We were able to witness scenes like this after following five cheetahs for three full days in the Maasai Mara. They are also locally famously known as the ‘tano bora’, meaning five best in Swahili. A running cheetah is a fantastic moment of perfected motion, a blurred streak of graceful ferocity and created beauty.
This article is highlighting cheetah as a species. Since 2010, the December 4 of any year is recognised as World Cheetah Day. Dr Laurie Marker is the founder of Cheetah Conservation Fund. She designated December 4 as International Cheetah Day in remembrance of Khayam, a cheetah she raised from a cub at Wildlife Safari in Winston, Oregon.
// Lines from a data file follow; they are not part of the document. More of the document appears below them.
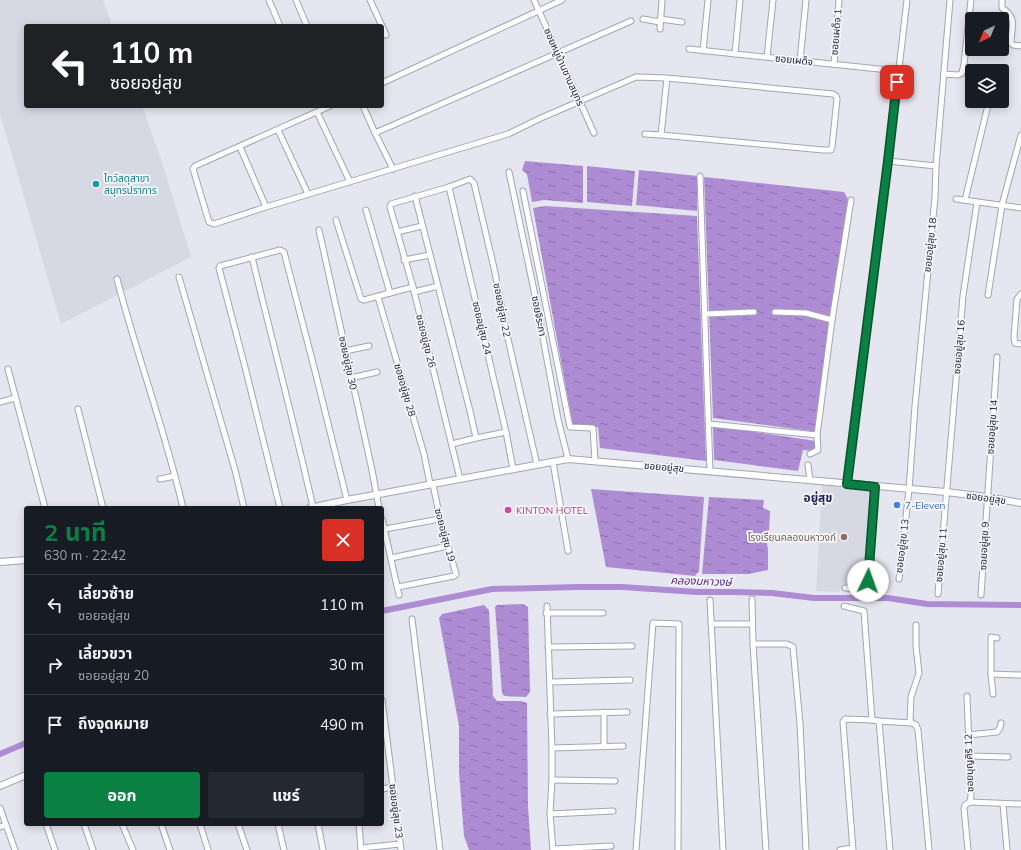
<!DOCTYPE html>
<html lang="th">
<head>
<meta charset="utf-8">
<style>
  body { margin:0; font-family:Mulish,"Noto Sans Thai",sans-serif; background:#242831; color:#f1f3f6; height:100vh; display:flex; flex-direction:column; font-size:15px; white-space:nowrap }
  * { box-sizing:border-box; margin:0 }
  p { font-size:13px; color:#9ea1a6 }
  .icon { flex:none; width:22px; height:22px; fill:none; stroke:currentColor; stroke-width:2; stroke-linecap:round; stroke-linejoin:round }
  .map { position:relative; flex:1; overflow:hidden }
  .side { position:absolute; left:24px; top:506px; width:360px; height:320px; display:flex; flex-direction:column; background:#171b24; border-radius:4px; box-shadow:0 2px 10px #0003 }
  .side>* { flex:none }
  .hud { position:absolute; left:24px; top:24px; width:360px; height:84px; border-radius:4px; box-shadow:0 2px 10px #0003; background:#202124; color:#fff; overflow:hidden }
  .needle { width:26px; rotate:223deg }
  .buttons { position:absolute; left:965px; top:12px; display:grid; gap:8px }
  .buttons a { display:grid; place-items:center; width:44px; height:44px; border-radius:4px; background:#171b24; box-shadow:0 2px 10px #0003; font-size:20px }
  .pin { position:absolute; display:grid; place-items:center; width:34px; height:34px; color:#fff; margin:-17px; border-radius:8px; box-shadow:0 2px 6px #0006 }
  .me { position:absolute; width:44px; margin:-22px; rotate:3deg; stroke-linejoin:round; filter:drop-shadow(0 0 3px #0008) }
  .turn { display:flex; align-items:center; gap:14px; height:84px; padding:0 20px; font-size:18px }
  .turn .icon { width:52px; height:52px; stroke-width:2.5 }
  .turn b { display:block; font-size:28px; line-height:34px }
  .round { display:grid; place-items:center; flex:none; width:42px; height:42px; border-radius:4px; background:#242831 }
  .head { display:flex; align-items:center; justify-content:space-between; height:68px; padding:0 20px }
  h1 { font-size:24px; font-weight:700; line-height:30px; color:#0b8043 }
  .action { display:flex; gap:8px; margin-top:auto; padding:8px 20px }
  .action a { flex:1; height:46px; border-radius:4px; background:#0b8043; color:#fff; font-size:16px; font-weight:700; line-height:46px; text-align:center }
  .action a+a { background:#242831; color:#f1f3f6 }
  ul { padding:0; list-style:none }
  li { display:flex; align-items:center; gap:12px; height:60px; padding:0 20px; border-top:1px solid #363941 }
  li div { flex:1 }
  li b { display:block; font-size:15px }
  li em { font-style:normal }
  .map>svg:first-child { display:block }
</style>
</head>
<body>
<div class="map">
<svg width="1021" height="850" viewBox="0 0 1021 850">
  <defs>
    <pattern id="water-ripples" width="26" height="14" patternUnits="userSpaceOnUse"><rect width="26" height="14" fill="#ad8cd4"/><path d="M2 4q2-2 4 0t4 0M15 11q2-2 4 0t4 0" fill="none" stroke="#8d72ae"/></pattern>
  </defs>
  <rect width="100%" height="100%" fill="#e5e6ef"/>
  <g fill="#d6d8e3">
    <path d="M0 0H103L112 26H26V106H142L162 162 191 257 61 324 0 114Z"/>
    <path d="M822 485 871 490 864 586 842 584 840 592 816 591Z"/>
  </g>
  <g fill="url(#water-ripples)">
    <path d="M525 161 583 166V203L544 200 532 202 527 174 522 170Z"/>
    <path d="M587 166 635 171 632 206 587 202Z"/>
    <path d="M639 170 698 176 697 211 636 205Z"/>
    <path d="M704 177 844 192 848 199 818 432 713 418Z"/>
    <path d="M545 206 697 216 706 461 600 448 598 427H573L533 208Z"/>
    <path d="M716 426 816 441 814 451 803 450 798 471 714 460 713 428Z"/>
    <path d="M591 489 704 497 699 571 695 576 606 567Z"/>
    <path d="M709 497 764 500 763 508 770 511 769 531 765 533 768 549V570L749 574H702Z"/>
    <path d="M523 604 528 607 530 692 526 697 504 696 502 693 495 607 497 605Z"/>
    <path d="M484 605 489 610 493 696 497 701H521L527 703 528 806 531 850H469L464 836 459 772V726L439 618 442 614Z"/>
  </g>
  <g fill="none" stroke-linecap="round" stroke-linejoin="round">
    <g stroke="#ad8cd4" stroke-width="6">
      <path d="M382 611 492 589 579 587H622L697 592H734L772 593 814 598H888L927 604 1021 605"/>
      <path d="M0 754 26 743"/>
    </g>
    <defs>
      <g id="minor">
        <path d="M269 0 280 26"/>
        <path d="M296 0 307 26"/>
        <path d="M370 0 382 26"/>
        <path d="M534 0 594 133"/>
        <path d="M1002 0V8C1018 18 1011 27 1011 43L1013 45 1021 46"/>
        <path d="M643 19 660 22"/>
        <path d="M660 19 682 22"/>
        <path d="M382 26 386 35"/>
        <path d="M660 29 662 0"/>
        <path d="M689 49 898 71"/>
        <path d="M703 51 708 0"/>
        <path d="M735 54 740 0"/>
        <path d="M767 57 773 0"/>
        <path d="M800 61 806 0"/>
        <path d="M834 64 839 0"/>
        <path d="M997 71V68"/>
        <path d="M944 74 958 75 962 73 964 64 971 0"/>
        <path d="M382 83 562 0"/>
        <path d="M330 106 195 166 193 169 209 222 214 224 266 207 508 134 541 118 636 77 667 78 833 94 836 96 837 99 832 147 831 150H823L661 135 667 78"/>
        <path d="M363 106 375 133"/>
        <path d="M317 112 350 182"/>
        <path d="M278 130 308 194"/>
        <path d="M645 134 661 135"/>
        <path d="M240 147 266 207"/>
        <path d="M888 161 936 166"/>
        <path d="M393 169 375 133 631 21"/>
        <path d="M509 172 536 300 558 419 568 459"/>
        <path d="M700 176 710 471"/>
        <path d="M449 187 506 432 513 469"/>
        <path d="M523 191 570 427 593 428 595 461"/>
        <path d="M415 196 470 411 476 438 452 444"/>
        <path d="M956 199 1021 208"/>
        <path d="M965 200 989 101"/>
        <path d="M336 220 361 299 364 300 390 293 366 210"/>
        <path d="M319 230 372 470 379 508"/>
        <path d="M397 232 422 226"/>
        <path d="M252 257C272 340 294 423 313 507"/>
        <path d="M404 260 430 255"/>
        <path d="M179 277 235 470 244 508"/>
        <path d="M117 279C137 356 165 430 183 508"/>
        <path d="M414 292 438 286"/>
        <path d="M390 293 413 287"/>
        <path d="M1021 294 1017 299 1014 337 1015 343 1021 344"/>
        <path d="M988 295 1002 205 1021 135"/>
        <path d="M378 297 424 454 430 484"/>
        <path d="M775 312 806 313 832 320"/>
        <path d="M705 314 754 312"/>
        <path d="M345 351 369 346"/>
        <path d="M8 369 45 508"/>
        <path d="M351 378 377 372"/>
        <path d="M0 402 15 398"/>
        <path d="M78 409 103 508"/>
        <path d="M709 424 817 435 832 320 851 200"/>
        <path d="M476 438 506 432"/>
        <path d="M810 454 818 450 817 435"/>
        <path d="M553 462 568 551"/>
        <path d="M808 465 810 480"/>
        <path d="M160 479 175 476"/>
        <path d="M460 479 413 287 390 207 391 204 449 187 470 179 474 183 494 268 508 339 537 465"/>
        <path d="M847 484 888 161 907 0"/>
        <path d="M280 508 244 363 219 268 220 266 280 250 284 252 314 367 347 500"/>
        <path d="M382 519 399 595"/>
        <path d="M385 529 440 519"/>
        <path d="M391 558 448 546"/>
        <path d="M899 579 909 490 915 406 935 197 936 166 950 0"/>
        <path d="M398 587 454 576 456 574 440 519 433 484"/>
        <path d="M845 588C853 588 862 591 868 586L875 487"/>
        <path d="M938 594 963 296 977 202"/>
        <path d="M981 595 997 357"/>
        <path d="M752 599 753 644 766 850"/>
        <path d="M710 600 723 850"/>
        <path d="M547 606 552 748V780L550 814 553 850"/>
        <path d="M844 606 864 611 872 720 879 721 890 850"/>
        <path d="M546 613H603"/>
        <path d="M412 619 440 850"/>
        <path d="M711 624H752"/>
        <path d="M997 638 991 637V674L1021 675"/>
        <path d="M753 644H787L793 647 800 724 806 850"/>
        <path d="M548 647 632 646"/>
        <path d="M991 674 993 694"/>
        <path d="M550 682 630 680"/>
        <path d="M967 696 971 796 970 802 965 805 964 808 968 850"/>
        <path d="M382 700 401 850"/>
        <path d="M604 712V747"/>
        <path d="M550 714 627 712"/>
        <path d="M879 721 912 723 916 725 918 730 929 850"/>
        <path d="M910 722 911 697 919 673 916 646V625"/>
        <path d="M968 735 997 732 1000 728 1001 723"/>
        <path d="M552 748 623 746"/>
        <path d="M969 756 1008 757"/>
        <path d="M552 780 615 781"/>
        <path d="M382 789 393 787"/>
        <path d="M970 802 1021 804"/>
        <path d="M1003 804 1007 850"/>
        <path d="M0 808 15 850"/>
        <path d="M550 814 613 811"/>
        <path d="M46 824 55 850"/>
        <path d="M84 824 93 850"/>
        <path d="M122 824 133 850"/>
        <path d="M161 824 170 850"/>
        <path d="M200 824 208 850"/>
        <path d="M238 824 247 850"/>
        <path d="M278 824 284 850"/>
        <path d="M318 824 323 850"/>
        <path d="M359 824 361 850"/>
        <path d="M0 827 6 825"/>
        <path d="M361 848 400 844"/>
        <path d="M553 849 611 846"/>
        <path d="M636 850 653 623 679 624 678 850"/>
        <path d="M840 850 852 848"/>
        <path d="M853 850 843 722 845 719 872 720"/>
      </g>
      <g id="tertiary">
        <path d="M310 508 347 500 568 459 946 492 987 497 1021 503"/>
        <path d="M0 562 26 560"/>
        <path d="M0 786 26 775"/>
      </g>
    </defs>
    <use href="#minor" stroke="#a3a4b4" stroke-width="7"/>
    <use href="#tertiary" stroke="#a3a4b4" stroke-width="8"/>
    <use href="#minor" stroke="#fff" stroke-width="5"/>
    <use href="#tertiary" stroke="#fff" stroke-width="6"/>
  </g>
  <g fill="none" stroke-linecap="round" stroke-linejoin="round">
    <defs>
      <path id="route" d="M868 581 875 487 847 484 888 161 897 82"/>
    </defs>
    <use href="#route" stroke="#07532c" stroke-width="10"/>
    <use href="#route" stroke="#0b8043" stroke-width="7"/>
  </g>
  <circle fill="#0f9aa8" stroke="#f6f7fb" stroke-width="1.5" cx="96" cy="184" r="4"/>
  <circle fill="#3f7fe0" stroke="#f6f7fb" stroke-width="1.5" cx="897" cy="505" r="4"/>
  <circle fill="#d1479c" stroke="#f6f7fb" stroke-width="1.5" cx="508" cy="510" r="4"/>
  <circle fill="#8d6e63" stroke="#f6f7fb" stroke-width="1.5" cx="844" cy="537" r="4"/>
  <g text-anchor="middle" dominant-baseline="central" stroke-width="3.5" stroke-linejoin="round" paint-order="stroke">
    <g font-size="10" fill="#242341" stroke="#f6f7fb">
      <text transform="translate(836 32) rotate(-85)">ซอยเผด็จ 1</text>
      <text transform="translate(794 60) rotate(6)">ซอยเผด็จ</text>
      <text transform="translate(564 67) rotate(66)">ซอยหมู่บ้านชานสมุทร</text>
      <text transform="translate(930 245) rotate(-84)">ซอยอยู่สุข 18</text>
      <text transform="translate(502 310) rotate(79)">ซอยอยู่สุข 22</text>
      <text transform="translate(539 316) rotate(79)">ซอยจิระภา</text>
      <text transform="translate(482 328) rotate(77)">ซอยอยู่สุข 24</text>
      <text transform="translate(426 341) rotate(76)">ซอยอยู่สุข 26</text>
      <text transform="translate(959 347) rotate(-85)">ซอยอยู่สุข 16</text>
      <text transform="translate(348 363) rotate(78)">ซอยอยู่สุข 30</text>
      <text transform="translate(405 390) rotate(74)">ซอยอยู่สุข 28</text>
      <text transform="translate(992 427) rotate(-86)">ซอยอยู่สุข 14</text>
      <text transform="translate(664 467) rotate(5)">ซอยอยู่สุข</text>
      <text transform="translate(986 498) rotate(8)">ซอยอยู่สุข</text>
      <text transform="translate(445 535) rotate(75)">ซอยอยู่สุข 19</text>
      <text transform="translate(902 546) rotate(-83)">ซอยอยู่สุข 13</text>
      <text transform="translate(984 546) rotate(-87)">ซอยอยู่สุข 9</text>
      <text transform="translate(941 555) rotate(-85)">ซอยอยู่สุข 11</text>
      <text transform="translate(969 763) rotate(-92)">ซอยบุญศิริ 12</text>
      <text transform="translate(396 811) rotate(83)">ซอยอยู่สุข 23</text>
    </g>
    <g font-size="10" fill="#0d838f" stroke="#f6f7fb" text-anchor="start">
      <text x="104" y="178">ไทวัสดุสาขา<tspan x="104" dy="12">สมุทรปราการ</tspan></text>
    </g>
    <g font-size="10" fill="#366cbe" stroke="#f6f7fb" text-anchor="start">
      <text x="905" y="505">7-Eleven</text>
    </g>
    <g font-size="10" fill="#b23c85" stroke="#f6f7fb" text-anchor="start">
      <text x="516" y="510">KINTON HOTEL</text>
    </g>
    <g font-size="10" fill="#785e54" stroke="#f6f7fb" text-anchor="end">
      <text x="836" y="537">โรงเรียนคลองมหาวงก์</text>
    </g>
    <g font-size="11" font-style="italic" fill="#4b1b80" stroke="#f6f7fb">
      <text transform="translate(701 581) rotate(2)">คลองมหาวงษ์</text>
    </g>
    <g font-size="12" font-weight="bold" fill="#211e55" stroke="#f6f7fb">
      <text x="818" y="497">อยู่สุข</text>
    </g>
  </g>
</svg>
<div class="buttons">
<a><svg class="needle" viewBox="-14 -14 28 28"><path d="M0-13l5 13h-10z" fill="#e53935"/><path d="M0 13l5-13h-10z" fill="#9ea1a6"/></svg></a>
<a><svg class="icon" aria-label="layers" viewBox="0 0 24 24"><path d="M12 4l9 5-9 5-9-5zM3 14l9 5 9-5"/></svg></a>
</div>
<div class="pin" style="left:897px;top:82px;background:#d93025"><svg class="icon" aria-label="arrive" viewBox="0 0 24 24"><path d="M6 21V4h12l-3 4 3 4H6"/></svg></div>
<svg class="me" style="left:868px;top:581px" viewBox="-20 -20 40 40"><circle r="19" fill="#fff"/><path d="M0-13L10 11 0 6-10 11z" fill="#0b8043"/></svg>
<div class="hud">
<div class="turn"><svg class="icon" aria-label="left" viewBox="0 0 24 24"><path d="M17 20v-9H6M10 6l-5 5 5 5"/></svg><div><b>110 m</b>ซอยอยู่สุข</div></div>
</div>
<section class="side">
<div class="head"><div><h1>2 นาที</h1><p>630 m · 22:42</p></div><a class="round" style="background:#d93025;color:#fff"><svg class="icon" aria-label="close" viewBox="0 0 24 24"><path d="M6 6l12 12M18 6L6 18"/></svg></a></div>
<ul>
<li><svg class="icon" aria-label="left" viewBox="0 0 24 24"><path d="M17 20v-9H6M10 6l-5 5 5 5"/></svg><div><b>เลี้ยวซ้าย</b><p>ซอยอยู่สุข</p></div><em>110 m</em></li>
<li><svg class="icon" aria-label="right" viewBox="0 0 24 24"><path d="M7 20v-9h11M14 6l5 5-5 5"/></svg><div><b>เลี้ยวขวา</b><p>ซอยอยู่สุข 20</p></div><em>30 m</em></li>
<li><svg class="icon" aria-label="arrive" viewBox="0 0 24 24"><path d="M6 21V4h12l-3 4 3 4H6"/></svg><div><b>ถึงจุดหมาย</b></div><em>490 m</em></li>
</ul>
<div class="action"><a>ออก</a><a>แชร์</a></div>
</section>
</div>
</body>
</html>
In 1990, she relocated to Namibia to mitigate the problem of farmer-cheetah conflict.
Unfortunately, cheetah populations have crashed over the past century. At the start of the 20th century, the global population was estimated at 100,000 in the wild. Less than 100 years later, the population was reduced to only 15,000. The most recent reports show that there may be as few as 6,600 cheetahs remaining in Africa. The Kenya cheetah population is estimated to be less than 900. The greatest threat for the remaining cheetahs is the rapid change of land use and their habitats therefore being reduced.
In Kenya, there are a number of protected areas where it is still possible to see cheetahs in the wild. Sadly the developments of mankind have indeed “cheated the cheetahs” of land they used to roam. We hope and pray that there will be a high-level Kenyan government priority to save the cheetah. Long live the speedy spotted cheetahs!